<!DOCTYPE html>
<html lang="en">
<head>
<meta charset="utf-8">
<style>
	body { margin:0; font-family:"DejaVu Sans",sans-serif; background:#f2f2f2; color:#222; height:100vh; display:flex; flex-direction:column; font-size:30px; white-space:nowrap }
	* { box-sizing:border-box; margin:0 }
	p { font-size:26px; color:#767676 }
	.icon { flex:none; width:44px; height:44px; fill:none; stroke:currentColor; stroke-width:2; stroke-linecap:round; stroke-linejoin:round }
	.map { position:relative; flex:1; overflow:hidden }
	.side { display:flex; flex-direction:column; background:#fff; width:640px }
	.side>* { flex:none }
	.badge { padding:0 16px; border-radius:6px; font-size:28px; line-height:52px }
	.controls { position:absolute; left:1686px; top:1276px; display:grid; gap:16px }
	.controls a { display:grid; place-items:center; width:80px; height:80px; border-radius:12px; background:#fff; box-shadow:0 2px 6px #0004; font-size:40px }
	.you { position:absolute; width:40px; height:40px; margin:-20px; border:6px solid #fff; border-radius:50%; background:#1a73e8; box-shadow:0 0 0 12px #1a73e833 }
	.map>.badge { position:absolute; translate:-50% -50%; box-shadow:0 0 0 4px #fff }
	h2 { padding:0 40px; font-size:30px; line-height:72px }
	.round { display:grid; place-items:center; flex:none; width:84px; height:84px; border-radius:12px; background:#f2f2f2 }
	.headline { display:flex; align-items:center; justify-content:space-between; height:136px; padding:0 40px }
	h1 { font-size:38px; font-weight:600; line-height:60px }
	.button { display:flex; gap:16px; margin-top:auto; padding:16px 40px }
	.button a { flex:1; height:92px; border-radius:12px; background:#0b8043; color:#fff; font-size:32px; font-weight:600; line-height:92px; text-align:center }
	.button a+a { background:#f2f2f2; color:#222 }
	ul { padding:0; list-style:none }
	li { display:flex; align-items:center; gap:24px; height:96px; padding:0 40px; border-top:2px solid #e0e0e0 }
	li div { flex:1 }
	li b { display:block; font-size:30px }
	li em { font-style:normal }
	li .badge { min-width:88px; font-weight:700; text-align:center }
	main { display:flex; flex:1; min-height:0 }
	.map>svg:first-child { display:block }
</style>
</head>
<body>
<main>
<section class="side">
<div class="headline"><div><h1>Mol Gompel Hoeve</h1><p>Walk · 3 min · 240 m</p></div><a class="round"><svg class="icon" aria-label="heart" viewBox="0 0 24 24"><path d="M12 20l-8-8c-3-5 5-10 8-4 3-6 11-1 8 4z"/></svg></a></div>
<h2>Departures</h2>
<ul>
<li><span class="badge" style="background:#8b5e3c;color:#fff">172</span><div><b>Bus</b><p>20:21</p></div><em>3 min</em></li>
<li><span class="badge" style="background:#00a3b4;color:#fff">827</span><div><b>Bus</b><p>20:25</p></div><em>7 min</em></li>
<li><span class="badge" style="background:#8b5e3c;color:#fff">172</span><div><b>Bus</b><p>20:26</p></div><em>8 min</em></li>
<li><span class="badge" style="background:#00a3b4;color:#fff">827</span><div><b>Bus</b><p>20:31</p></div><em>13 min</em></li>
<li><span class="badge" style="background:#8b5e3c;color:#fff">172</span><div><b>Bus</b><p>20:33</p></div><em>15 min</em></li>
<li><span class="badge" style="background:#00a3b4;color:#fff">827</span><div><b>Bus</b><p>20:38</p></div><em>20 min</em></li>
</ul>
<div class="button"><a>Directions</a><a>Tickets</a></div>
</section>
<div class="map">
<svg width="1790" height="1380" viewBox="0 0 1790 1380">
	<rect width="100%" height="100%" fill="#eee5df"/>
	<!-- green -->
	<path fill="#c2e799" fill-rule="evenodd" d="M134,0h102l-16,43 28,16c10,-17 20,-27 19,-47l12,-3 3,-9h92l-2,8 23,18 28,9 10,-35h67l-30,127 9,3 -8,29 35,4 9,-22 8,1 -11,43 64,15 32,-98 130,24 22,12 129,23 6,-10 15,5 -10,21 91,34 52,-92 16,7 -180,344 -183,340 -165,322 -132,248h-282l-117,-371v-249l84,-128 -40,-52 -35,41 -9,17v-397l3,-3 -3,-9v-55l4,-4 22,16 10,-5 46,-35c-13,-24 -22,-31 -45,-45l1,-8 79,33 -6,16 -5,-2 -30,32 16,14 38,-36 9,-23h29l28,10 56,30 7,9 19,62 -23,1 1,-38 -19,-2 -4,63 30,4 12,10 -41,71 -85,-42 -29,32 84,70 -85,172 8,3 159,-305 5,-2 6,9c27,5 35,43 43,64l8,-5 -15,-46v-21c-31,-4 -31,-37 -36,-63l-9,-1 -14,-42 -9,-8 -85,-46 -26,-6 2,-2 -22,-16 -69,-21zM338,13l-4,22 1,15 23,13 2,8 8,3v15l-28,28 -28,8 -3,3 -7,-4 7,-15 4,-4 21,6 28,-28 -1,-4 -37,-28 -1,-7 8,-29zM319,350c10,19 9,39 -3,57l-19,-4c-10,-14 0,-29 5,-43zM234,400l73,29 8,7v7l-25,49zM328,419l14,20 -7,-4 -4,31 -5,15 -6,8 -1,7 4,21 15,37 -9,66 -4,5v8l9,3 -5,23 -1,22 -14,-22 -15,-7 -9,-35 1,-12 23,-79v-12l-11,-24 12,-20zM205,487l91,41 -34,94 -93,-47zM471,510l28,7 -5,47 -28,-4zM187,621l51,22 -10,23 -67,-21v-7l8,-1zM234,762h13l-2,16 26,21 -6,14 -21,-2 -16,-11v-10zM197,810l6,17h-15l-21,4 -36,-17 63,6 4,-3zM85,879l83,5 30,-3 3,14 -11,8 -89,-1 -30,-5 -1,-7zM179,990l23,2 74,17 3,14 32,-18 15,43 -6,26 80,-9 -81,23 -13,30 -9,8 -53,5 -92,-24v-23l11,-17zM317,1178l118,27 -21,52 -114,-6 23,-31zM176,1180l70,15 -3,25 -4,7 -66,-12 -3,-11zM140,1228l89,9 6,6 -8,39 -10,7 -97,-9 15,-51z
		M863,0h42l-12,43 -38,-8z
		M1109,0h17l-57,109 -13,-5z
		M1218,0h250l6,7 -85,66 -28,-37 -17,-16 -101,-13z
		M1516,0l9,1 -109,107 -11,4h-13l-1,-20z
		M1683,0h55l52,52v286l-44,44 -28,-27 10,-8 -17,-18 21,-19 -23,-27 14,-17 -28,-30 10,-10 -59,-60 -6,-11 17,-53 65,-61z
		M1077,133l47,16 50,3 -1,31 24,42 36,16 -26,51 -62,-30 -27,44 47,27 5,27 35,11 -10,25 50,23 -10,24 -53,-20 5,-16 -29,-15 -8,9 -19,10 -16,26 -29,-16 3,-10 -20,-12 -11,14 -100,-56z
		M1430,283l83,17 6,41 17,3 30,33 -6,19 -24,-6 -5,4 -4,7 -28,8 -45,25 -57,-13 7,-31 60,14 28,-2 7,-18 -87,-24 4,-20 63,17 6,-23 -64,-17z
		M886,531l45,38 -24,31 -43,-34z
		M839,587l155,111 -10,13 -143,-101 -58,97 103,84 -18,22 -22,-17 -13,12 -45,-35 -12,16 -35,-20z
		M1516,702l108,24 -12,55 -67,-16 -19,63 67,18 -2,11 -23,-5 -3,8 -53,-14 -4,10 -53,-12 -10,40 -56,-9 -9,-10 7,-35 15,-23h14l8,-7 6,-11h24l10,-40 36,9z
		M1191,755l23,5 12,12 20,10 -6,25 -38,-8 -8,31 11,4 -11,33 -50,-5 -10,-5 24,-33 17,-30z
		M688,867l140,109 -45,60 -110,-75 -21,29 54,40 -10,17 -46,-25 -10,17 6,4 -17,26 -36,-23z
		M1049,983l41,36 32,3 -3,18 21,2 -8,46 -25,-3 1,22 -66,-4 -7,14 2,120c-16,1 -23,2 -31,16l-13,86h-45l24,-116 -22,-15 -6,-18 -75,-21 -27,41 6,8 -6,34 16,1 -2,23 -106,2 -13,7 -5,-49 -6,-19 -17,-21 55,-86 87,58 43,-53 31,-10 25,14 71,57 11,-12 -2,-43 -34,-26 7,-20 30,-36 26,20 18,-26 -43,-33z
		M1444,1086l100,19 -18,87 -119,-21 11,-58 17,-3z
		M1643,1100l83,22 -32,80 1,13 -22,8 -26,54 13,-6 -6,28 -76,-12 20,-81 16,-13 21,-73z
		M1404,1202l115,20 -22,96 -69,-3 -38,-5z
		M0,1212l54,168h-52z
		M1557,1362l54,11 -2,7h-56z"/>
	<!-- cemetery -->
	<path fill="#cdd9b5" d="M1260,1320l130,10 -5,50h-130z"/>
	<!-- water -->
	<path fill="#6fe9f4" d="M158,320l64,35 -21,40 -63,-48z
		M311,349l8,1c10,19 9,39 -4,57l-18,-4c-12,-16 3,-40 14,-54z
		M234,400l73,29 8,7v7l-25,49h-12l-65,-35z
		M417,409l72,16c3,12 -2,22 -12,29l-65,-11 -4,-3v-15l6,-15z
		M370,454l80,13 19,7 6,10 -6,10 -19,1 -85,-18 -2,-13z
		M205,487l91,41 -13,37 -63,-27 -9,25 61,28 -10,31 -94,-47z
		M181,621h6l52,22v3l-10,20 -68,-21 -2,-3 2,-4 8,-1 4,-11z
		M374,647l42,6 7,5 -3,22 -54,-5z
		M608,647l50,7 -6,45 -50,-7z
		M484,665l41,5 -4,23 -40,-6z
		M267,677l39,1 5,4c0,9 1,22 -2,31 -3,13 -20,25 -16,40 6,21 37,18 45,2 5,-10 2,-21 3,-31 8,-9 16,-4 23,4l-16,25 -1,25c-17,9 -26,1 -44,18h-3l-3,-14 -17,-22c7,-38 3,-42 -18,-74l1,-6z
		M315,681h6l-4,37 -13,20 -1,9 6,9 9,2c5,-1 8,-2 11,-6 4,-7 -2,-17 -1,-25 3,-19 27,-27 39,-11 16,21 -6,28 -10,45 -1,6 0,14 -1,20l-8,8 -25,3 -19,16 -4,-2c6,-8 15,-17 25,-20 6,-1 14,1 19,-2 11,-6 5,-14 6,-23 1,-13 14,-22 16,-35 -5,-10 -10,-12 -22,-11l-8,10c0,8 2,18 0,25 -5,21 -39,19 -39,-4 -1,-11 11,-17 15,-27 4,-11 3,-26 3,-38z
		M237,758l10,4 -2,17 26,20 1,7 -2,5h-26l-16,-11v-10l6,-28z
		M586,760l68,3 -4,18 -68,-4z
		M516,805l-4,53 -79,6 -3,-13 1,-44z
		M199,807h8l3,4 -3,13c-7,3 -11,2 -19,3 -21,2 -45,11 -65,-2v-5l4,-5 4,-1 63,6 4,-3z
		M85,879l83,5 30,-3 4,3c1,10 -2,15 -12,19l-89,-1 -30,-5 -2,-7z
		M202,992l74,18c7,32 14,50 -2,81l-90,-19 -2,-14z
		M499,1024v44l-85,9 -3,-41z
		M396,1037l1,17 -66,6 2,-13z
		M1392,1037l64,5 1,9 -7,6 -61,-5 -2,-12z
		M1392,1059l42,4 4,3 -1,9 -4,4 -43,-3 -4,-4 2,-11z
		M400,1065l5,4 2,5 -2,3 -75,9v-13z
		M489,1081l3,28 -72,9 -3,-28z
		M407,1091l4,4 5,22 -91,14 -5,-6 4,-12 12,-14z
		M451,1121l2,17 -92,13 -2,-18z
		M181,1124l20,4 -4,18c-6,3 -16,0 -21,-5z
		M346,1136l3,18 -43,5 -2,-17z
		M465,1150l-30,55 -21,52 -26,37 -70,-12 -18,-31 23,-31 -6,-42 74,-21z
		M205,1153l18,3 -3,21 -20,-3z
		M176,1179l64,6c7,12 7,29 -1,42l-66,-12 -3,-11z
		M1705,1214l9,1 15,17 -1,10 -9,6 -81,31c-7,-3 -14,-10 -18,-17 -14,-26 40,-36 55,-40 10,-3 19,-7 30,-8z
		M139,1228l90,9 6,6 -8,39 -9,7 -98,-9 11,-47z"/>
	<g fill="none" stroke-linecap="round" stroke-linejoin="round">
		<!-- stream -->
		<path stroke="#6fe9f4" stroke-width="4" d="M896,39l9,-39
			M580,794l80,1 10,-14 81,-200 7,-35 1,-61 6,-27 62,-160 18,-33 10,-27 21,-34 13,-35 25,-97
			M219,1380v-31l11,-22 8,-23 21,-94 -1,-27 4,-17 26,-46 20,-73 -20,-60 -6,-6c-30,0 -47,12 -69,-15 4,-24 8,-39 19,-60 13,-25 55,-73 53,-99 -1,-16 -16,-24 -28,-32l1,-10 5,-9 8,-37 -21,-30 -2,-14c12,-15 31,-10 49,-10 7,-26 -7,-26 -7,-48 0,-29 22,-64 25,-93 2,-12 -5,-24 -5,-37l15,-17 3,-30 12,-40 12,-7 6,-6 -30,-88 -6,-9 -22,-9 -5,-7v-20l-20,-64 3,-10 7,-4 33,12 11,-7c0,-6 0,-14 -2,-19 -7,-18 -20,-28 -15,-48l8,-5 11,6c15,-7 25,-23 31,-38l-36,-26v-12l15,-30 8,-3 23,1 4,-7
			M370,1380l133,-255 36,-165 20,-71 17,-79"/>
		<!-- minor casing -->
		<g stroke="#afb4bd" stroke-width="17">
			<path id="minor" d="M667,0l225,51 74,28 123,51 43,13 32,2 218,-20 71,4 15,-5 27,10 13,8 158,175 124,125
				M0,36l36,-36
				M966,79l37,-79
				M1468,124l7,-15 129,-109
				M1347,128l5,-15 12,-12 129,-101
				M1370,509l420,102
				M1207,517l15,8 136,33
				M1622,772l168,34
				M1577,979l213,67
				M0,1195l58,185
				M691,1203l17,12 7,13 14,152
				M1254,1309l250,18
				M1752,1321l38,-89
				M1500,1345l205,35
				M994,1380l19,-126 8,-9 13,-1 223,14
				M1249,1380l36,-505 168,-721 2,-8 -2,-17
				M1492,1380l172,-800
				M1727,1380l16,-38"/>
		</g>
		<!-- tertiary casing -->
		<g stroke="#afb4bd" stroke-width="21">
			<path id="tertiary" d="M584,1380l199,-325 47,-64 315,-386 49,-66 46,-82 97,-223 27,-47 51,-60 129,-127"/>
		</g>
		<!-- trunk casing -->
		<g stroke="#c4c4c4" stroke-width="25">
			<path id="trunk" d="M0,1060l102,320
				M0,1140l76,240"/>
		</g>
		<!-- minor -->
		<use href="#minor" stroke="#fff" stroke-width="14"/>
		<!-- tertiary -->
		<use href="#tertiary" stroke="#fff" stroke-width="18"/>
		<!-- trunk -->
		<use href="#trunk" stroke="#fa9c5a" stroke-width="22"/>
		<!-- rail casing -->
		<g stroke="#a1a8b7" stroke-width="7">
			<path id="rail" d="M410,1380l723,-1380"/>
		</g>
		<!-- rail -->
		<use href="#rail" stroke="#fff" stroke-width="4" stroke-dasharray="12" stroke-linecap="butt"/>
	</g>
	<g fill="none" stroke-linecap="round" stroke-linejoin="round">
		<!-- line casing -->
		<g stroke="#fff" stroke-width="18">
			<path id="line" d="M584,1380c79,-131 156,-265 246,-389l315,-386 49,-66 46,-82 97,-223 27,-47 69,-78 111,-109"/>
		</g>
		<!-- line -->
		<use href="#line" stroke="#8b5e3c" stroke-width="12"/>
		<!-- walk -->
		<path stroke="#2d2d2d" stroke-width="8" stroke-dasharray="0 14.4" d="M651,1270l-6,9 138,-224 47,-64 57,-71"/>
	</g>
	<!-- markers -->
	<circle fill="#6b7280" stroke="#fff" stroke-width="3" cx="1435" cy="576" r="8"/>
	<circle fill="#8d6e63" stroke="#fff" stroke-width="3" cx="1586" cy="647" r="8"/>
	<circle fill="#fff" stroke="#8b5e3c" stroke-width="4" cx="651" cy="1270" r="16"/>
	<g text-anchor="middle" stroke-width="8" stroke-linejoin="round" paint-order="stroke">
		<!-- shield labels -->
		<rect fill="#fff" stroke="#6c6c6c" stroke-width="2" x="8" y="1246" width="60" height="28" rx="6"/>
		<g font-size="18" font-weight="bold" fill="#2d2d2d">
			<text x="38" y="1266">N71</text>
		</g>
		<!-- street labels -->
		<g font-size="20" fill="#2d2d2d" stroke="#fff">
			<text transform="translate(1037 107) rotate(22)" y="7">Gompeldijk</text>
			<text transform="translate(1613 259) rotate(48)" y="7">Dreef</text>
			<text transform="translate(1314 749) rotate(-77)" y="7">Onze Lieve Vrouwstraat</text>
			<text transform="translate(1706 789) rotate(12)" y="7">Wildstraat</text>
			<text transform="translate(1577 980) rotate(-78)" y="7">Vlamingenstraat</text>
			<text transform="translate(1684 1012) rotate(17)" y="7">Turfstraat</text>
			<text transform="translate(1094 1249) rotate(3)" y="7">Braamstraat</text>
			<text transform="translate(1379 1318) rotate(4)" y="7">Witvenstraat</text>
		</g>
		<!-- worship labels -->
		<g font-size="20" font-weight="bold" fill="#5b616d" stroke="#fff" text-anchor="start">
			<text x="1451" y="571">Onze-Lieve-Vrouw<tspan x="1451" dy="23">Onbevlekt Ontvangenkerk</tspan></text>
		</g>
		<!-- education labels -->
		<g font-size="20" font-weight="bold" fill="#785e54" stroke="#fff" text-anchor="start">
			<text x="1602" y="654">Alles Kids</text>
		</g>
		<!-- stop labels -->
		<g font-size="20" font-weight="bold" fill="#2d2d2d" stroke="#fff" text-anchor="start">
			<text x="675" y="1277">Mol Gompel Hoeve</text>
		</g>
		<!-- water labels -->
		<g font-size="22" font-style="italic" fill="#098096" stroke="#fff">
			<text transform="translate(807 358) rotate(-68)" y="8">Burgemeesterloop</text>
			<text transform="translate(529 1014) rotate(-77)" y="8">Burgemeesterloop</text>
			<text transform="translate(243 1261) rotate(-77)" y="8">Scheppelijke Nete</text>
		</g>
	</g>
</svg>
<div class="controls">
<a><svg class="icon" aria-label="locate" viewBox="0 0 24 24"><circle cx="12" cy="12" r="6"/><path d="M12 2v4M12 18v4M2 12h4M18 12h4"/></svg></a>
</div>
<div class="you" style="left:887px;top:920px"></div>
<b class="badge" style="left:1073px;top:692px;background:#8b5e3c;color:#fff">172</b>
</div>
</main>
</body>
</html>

════════

Exercise aim: Where does "controls" appear in the listing? Show every line that has it.

Result of this task:
	.controls { position:absolute; left:1686px; top:1276px; display:grid; gap:16px }
	.controls a { display:grid; place-items:center; width:80px; height:80px; border-radius:12px; background:#fff; box-shadow:0 2px 6px #0004; font-size:40px }
<div class="controls">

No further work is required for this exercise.